**WHAT IS EXPECTED**
Go through the data below and gather each line containing "list".

**RECORDS SHOWN**

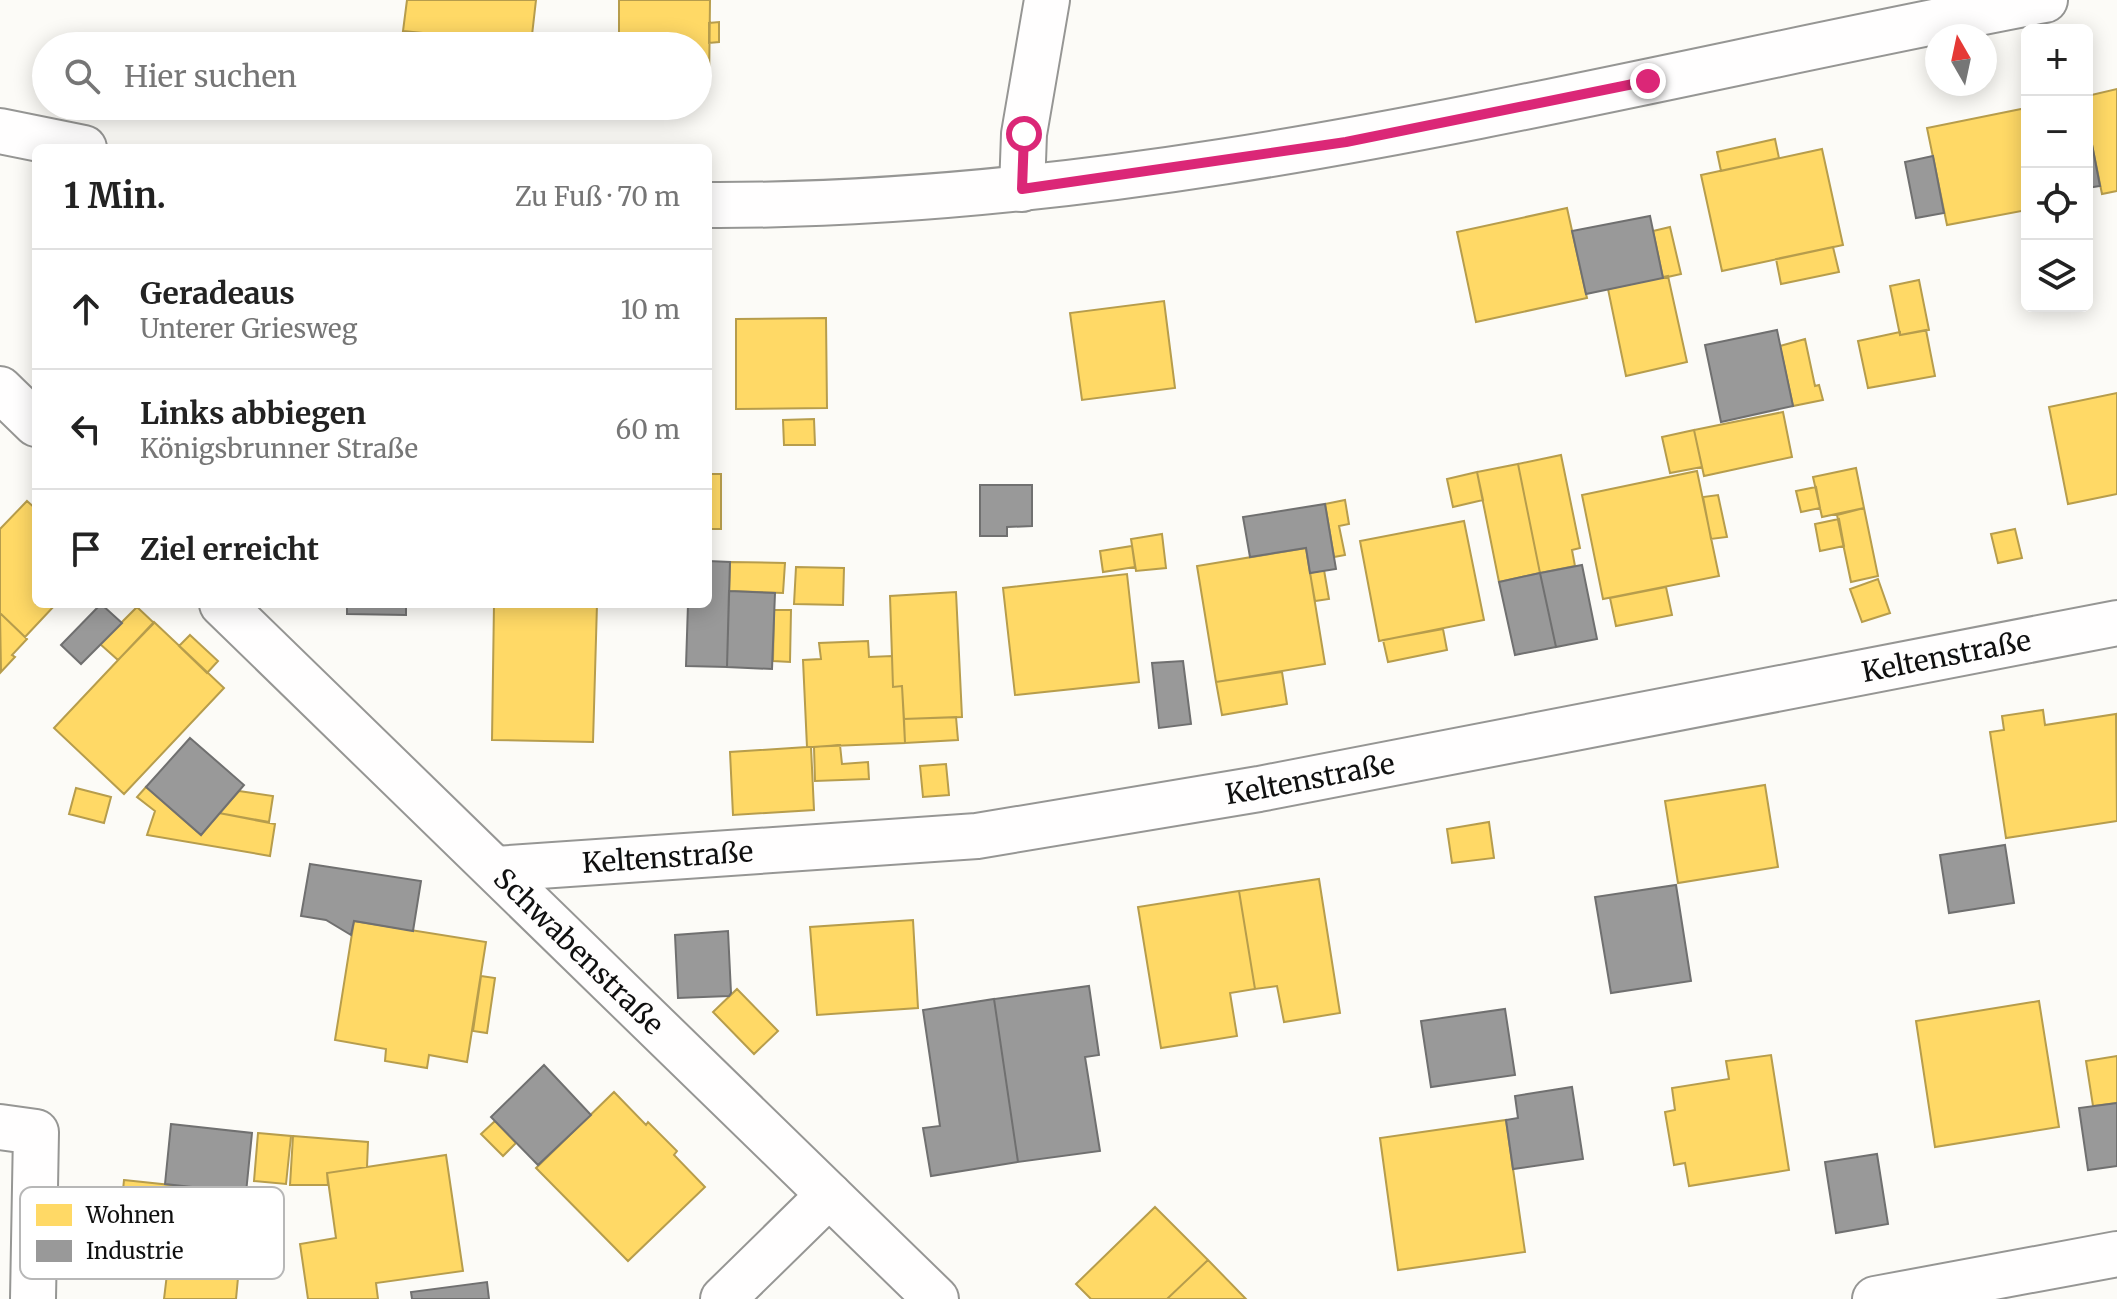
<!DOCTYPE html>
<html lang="de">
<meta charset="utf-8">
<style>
body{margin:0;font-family:Merriweather,serif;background:#f2f2f2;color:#222}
.controls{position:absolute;right:24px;top:24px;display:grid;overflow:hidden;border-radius:12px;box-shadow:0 4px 20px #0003}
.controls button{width:72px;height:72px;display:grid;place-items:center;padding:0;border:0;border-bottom:2px solid #e0e0e0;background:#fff;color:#222;font:40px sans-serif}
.compass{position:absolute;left:1925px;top:24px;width:72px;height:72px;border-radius:50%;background:#fff;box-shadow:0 4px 20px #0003;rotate:351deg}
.stop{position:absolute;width:24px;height:24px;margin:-18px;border:6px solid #db2777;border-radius:50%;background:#fff}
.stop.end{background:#db2777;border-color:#fff;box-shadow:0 2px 8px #0008}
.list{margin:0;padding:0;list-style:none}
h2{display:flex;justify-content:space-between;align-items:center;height:104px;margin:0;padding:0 32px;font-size:34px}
h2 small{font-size:26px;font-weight:400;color:#767676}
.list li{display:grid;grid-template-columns:52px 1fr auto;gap:24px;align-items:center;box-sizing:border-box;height:120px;padding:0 32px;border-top:2px solid #e0e0e0}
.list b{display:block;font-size:30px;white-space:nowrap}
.list p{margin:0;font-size:26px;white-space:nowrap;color:#767676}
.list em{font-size:26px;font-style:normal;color:#767676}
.icon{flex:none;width:44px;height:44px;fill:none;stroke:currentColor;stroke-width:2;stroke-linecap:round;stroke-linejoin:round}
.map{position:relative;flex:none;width:2117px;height:1299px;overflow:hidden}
.search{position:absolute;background:#fff;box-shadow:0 4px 20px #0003;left:32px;top:32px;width:680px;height:88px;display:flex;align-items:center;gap:20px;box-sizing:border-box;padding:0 28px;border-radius:44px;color:#767676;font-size:30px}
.panel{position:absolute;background:#fff;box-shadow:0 4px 20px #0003;left:32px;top:144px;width:680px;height:464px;border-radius:12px}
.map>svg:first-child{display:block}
</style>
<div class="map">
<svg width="2117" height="1299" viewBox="0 0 2117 1299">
<rect width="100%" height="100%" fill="#fcfbf7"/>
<!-- homes -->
<path fill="#ffd966" stroke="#b79d4c" stroke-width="2" d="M407 0H536L531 44 403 31Z
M619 0H710L709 88H698V46H619Z
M719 22V42L709 43V23Z
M2117 89V191L2102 194 2087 120V96Z
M2026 108 2027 210 1947 225 1927 128Z
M1775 139 1779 158 1721 171 1717 152Z
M1822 149 1843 245 1722 271 1701 175Z
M1567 208 1587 298 1476 322 1457 232Z
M1670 227 1681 274 1663 278 1653 231Z
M1833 247 1839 272 1781 284 1776 259Z
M1668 276 1687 362 1626 376 1608 289Z
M1919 280 1929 330 1900 335 1890 286Z
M1164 301 1175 388 1082 400 1070 313Z
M826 318 827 408 736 409V319Z
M1926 330 1935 376 1868 388 1858 341 1900 332V335Z
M1805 339 1815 386 1819 385 1823 400 1793 406 1780 346Z
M2117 393V494L2068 504 2049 407Z
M1783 412 1792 457 1704 476 1694 430Z
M814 419 815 445H784L783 420Z
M1694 430 1702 467 1670 473 1662 437Z
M1561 455 1580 548 1572 550 1575 566 1540 573 1518 464Z
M1518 464 1540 573 1499 582 1477 472Z
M1856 468 1864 508 1822 517 1813 477Z
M1697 471 1719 576 1603 599 1582 495Z
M1477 472 1483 500 1453 507 1447 479Z
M708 474H721V529H708Z
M1816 487 1820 508 1801 512 1796 491Z
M1718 495 1727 537 1711 539 1703 497Z
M1345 500 1349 524 1339 526 1345 555 1334 557 1325 504Z
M27 501 36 509V604H56L25 637 0 613V529Z
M1864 508 1878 576 1851 582 1837 515Z
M1839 519 1844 546 1820 551 1815 524Z
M1464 521 1484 620 1379 641 1360 541Z
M2015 529 2022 558 1998 563 1991 534Z
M1162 534 1166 568 1136 571 1131 539Z
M1132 546 1135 567 1103 572 1100 551Z
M1306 548 1325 664 1216 682 1197 566Z
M730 562 785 563 783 593 729 591Z
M796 567 844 568 843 605 794 604Z
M1324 570 1329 599 1315 601 1310 573Z
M1127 574 1139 682 1015 695 1003 588Z
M1878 579 1890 613 1862 622 1850 589Z
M1666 587 1672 615 1616 626 1610 598Z
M956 592 962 717 904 719 902 686 893 687 890 596Z
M494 604H597L593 742 492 740Z
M137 607 154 623 118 660 100 644Z
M774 610H791L790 662 773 661Z
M0 613 27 639 12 655 15 657 1 672Z
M154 622 224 688 124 794 54 728Z
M1443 629 1447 650 1388 662 1383 640Z
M190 635 218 661 207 673 179 646Z
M868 641 869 657 892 656 893 687 902 686 905 743 807 747 803 660 821 659 819 643Z
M1282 672 1287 704 1222 715 1216 682Z
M2043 710 2045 725 2116 714 2117 821 2006 838 1990 732 2004 730 2002 716Z
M956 717 958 740 905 743 904 719Z
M840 745 842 764 868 762 869 779 815 781 814 747Z
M807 747H811L814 810 733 815 730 752Z
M946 764 949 795 923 797 920 766Z
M1765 785 1778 867 1678 883 1665 801Z
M146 787 201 835 219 813 275 824 270 856 147 835 155 811 137 797Z
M76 788 111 797 104 823 69 814Z
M239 791 273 796 269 822 219 813Z
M1489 822 1494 858 1452 863 1447 829Z
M1319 879 1340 1013 1284 1022 1277 986 1255 989 1239 891Z
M1239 891 1255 989 1230 993 1237 1036 1161 1048 1138 907Z
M913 920 918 1008 817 1015 810 927Z
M354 921 486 942 467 1062 429 1055 427 1068 385 1061 386 1049 335 1040Z
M481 976 495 978 487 1033 473 1031Z
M737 989 778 1031 754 1054 713 1012Z
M2039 1001 2059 1127 1935 1147 1916 1021Z
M1771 1055 1789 1170 1689 1186 1685 1163 1674 1165 1665 1112 1675 1110 1672 1088 1729 1079 1726 1061Z
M2117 1056V1103L2093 1106 2086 1061Z
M614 1092 646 1125 648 1122 677 1151 674 1155 705 1187 628 1261 536 1168Z
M1506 1120 1525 1252 1398 1270 1380 1138Z
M495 1121 516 1143 503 1156 481 1134Z
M258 1133 291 1136 286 1184 254 1181Z
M293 1136 368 1142 367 1167 327 1173 328 1185H290Z
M446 1155 463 1271 376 1283 378 1299H308L300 1244 336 1238 327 1173Z
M124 1180 246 1193 236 1299H164L167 1274 115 1269Z
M1155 1207 1208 1260 1167 1299H1091L1076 1284Z
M1208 1260 1246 1299H1167Z"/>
<!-- industry -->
<path fill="#999" stroke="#707070" stroke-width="2" d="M2089 129 2100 186 2087 188V130Z
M1933 156 1944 213 1916 218 1905 162Z
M1650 216 1663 278 1586 294 1572 231Z
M1777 330 1793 406 1721 422 1705 345Z
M980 485H1032V526L1007 527V536H980Z
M1325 504 1336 569 1310 573 1306 548 1250 557 1243 517Z
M708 561 730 562 727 667 686 666 688 604H708Z
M1582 565 1597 639 1556 647 1540 573Z
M1540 573 1556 647 1515 655 1499 582Z
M729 591 775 593 772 669 727 667Z
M101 604 122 623 81 664 61 645Z
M347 604H406V615L347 614Z
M1183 661 1191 724 1159 728 1152 663Z
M190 738 244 785 201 835 146 787Z
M2005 845 2014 903 1949 913 1940 855Z
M310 864 421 881 413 931 354 921 351 935 326 920 301 916Z
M1676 885 1691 981 1611 993 1595 897Z
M728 931 731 993 729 996 678 998 675 935Z
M1089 986 1099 1055 1085 1057 1100 1151 1018 1162 994 999Z
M994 999 1018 1162 931 1176 923 1128 940 1126 923 1010Z
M1505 1009 1515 1075 1431 1087 1421 1021Z
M544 1065 591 1115 538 1165 491 1117Z
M1572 1087 1583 1159 1513 1169 1506 1120 1518 1118 1515 1096Z
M2117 1103V1166L2088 1170 2079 1108Z
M171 1124 252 1133 246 1193 165 1184Z
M1877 1154 1888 1224 1836 1233 1825 1162Z
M487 1282 489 1299H412L411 1292Z"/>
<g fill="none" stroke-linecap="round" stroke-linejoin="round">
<defs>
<g id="minor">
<path d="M0 131 84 148"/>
<path d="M1022 189 1024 134 1047 0"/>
<path d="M708 205C1161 207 1603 84 2045 0"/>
<path d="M0 389 36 424"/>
<path id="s1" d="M222 604 936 1299"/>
<path id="s2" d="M496 869 977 836 1259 789 2117 623"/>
<path d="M0 1127 36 1132 33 1299"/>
<path d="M723 1299 829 1195"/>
<path d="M1875 1299 2117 1254"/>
</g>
</defs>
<!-- minor casing -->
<use href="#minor" stroke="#969694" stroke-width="48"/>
<!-- minor -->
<use href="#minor" stroke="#fffefe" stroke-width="44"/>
</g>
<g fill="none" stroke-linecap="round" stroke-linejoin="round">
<!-- route -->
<path stroke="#db2777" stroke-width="10" d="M1024 134 1022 189 1346 142 1648 81"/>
</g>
<g text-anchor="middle" stroke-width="8" stroke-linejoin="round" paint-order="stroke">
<!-- street labels -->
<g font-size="28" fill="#101010" stroke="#fff">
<text dy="10" stroke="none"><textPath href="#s2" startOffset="1468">Keltenstraße</textPath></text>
<text dy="10" stroke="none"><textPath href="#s2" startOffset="820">Keltenstraße</textPath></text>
<text dy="10" stroke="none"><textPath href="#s2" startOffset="172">Keltenstraße</textPath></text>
<text dy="10" stroke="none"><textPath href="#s1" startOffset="498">Schwabenstraße</textPath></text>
</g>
</g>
<!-- legend -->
<rect x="20" y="1187" width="264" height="92" rx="12" fill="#fff" stroke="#b7b7b7" stroke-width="2"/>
<rect x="36" y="1204" width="36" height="22" fill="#ffd966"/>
<rect x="36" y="1240" width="36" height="22" fill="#999"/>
<g font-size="22" fill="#101010">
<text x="86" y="1223">Wohnen</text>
<text x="86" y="1259">Industrie</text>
</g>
</svg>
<div class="controls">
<button>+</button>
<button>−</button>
<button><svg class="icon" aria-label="locate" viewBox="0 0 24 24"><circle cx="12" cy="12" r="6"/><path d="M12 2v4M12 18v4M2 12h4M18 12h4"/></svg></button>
<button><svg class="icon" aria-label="layers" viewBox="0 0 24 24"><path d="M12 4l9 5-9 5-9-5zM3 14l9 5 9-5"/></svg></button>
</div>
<svg class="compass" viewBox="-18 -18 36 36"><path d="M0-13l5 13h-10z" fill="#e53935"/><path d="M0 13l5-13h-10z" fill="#767676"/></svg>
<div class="stop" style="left:1024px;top:134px"></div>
<div class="stop end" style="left:1648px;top:81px"></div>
<div class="search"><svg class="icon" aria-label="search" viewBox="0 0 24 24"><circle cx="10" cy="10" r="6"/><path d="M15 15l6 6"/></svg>Hier suchen</div>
<section class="panel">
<h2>1 Min.<small>Zu Fuß · 70 m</small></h2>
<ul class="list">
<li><svg class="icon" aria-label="ahead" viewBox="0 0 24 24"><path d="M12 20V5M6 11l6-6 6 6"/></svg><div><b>Geradeaus</b><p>Unterer Griesweg</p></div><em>10 m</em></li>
<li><svg class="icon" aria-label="left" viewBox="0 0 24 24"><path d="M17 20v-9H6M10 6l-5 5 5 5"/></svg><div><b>Links abbiegen</b><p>Königsbrunner Straße</p></div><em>60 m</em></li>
<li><svg class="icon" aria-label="arrive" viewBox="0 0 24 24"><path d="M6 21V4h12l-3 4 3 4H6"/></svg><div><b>Ziel erreicht</b></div></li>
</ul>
</section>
</div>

**RESULT OF THIS TASK**
.list{margin:0;padding:0;list-style:none}
.list li{display:grid;grid-template-columns:52px 1fr auto;gap:24px;align-items:center;box-sizing:border-box;height:120px;padding:0 32px;border-top:2px solid #e0e0e0}
.list b{display:block;font-size:30px;white-space:nowrap}
.list p{margin:0;font-size:26px;white-space:nowrap;color:#767676}
.list em{font-size:26px;font-style:normal;color:#767676}
<ul class="list">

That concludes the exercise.